Given information:
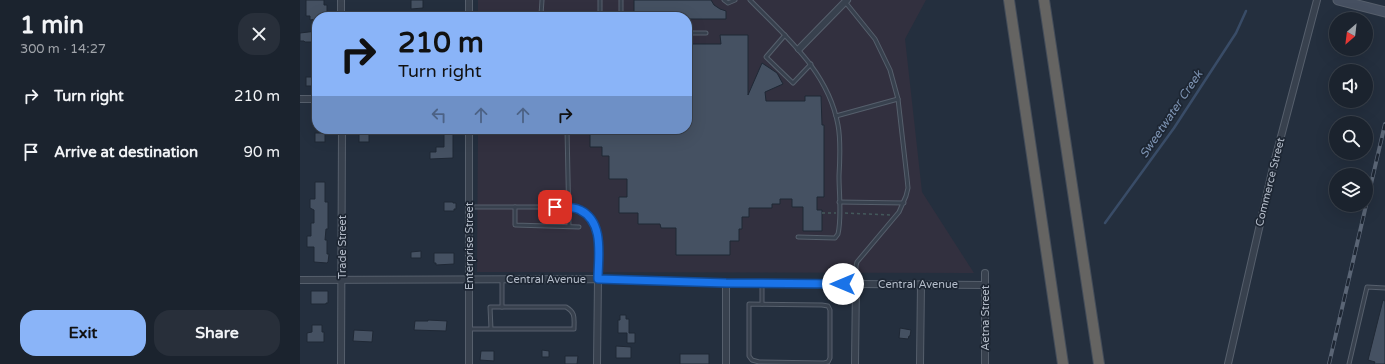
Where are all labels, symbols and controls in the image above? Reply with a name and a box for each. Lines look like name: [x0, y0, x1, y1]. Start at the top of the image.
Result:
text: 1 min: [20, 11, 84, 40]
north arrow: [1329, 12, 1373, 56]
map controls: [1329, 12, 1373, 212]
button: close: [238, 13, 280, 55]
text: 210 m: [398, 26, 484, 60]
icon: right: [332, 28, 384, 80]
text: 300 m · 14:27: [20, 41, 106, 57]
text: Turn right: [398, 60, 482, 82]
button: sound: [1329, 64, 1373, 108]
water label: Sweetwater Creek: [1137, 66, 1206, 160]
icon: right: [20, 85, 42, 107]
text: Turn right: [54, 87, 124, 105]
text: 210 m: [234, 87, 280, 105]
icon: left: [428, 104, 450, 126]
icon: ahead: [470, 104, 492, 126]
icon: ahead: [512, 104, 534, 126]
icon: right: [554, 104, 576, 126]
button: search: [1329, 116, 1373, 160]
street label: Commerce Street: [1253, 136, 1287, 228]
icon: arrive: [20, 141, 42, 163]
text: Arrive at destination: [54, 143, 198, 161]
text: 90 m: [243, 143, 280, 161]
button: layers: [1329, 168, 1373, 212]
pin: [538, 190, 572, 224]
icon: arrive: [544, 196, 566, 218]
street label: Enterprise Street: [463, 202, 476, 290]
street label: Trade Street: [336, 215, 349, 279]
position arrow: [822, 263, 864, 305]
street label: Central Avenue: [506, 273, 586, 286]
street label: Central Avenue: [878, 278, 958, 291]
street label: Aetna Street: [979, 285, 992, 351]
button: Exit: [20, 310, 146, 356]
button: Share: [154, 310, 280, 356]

...

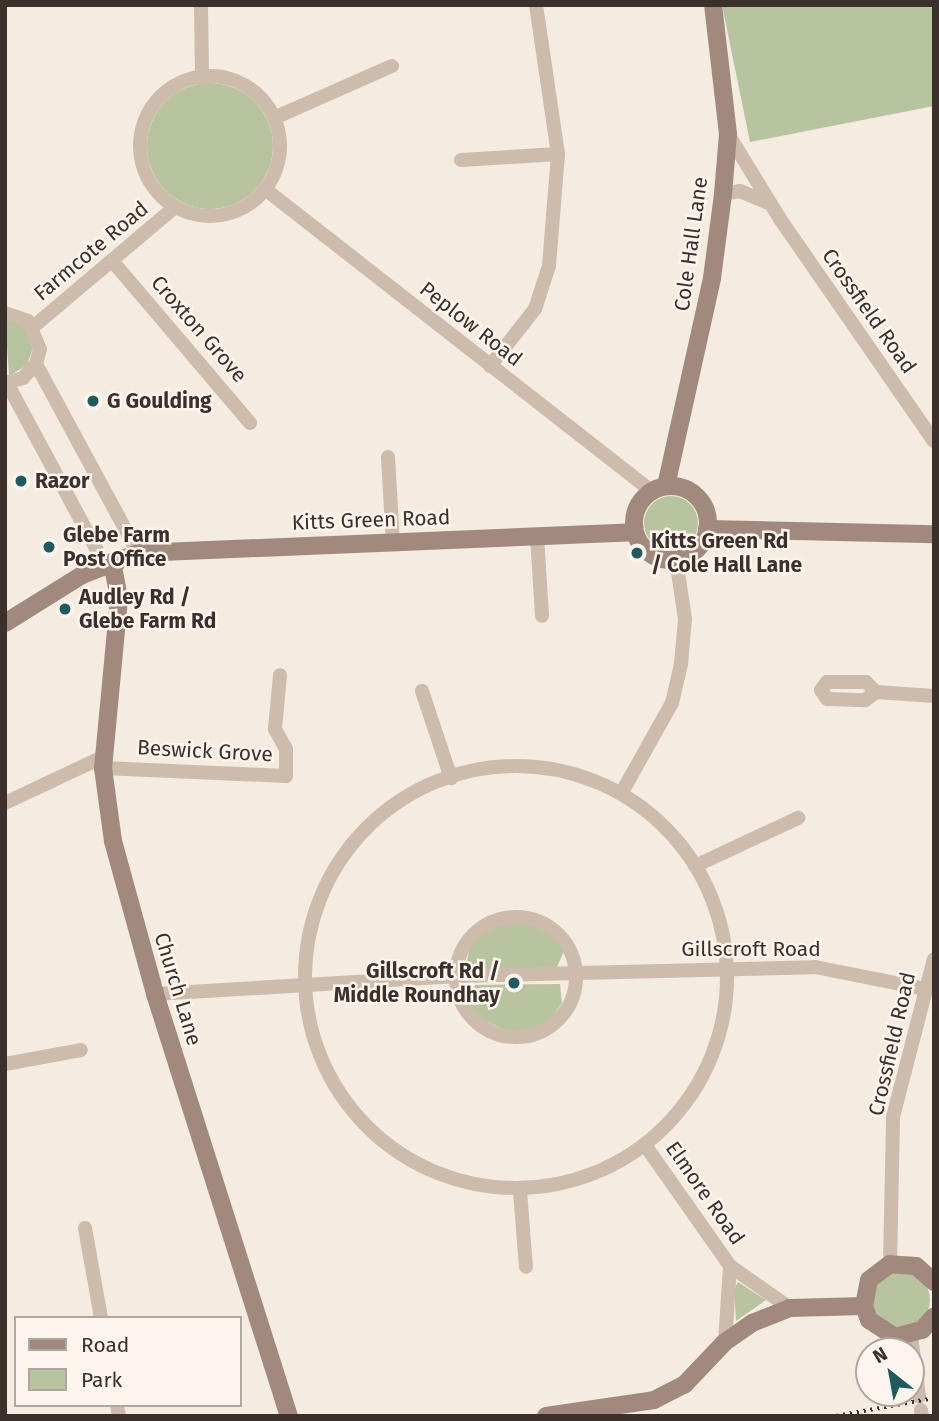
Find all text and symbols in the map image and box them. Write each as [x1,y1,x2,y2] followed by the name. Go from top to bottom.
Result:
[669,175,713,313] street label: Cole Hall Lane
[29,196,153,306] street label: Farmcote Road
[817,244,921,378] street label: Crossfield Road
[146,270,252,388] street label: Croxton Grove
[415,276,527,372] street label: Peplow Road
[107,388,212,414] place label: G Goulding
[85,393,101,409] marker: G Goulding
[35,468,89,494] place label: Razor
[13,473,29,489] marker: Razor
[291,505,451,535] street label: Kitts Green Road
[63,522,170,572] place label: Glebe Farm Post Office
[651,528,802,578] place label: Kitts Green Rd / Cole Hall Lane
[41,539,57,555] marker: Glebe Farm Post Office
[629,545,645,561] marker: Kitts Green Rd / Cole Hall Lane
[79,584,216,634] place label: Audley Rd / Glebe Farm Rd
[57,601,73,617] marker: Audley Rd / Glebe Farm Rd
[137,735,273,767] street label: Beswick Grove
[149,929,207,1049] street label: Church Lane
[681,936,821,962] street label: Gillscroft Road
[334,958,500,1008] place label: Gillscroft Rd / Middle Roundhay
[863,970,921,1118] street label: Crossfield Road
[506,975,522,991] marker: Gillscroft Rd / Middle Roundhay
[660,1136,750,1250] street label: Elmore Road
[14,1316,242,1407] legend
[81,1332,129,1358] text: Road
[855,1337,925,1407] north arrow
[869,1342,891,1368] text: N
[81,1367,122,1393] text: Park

What is needed:
Show every line from the listing that contains "arrow".

Solution for this exercise:
north arrow: [1329, 12, 1373, 56]
position arrow: [822, 263, 864, 305]
[855,1337,925,1407] north arrow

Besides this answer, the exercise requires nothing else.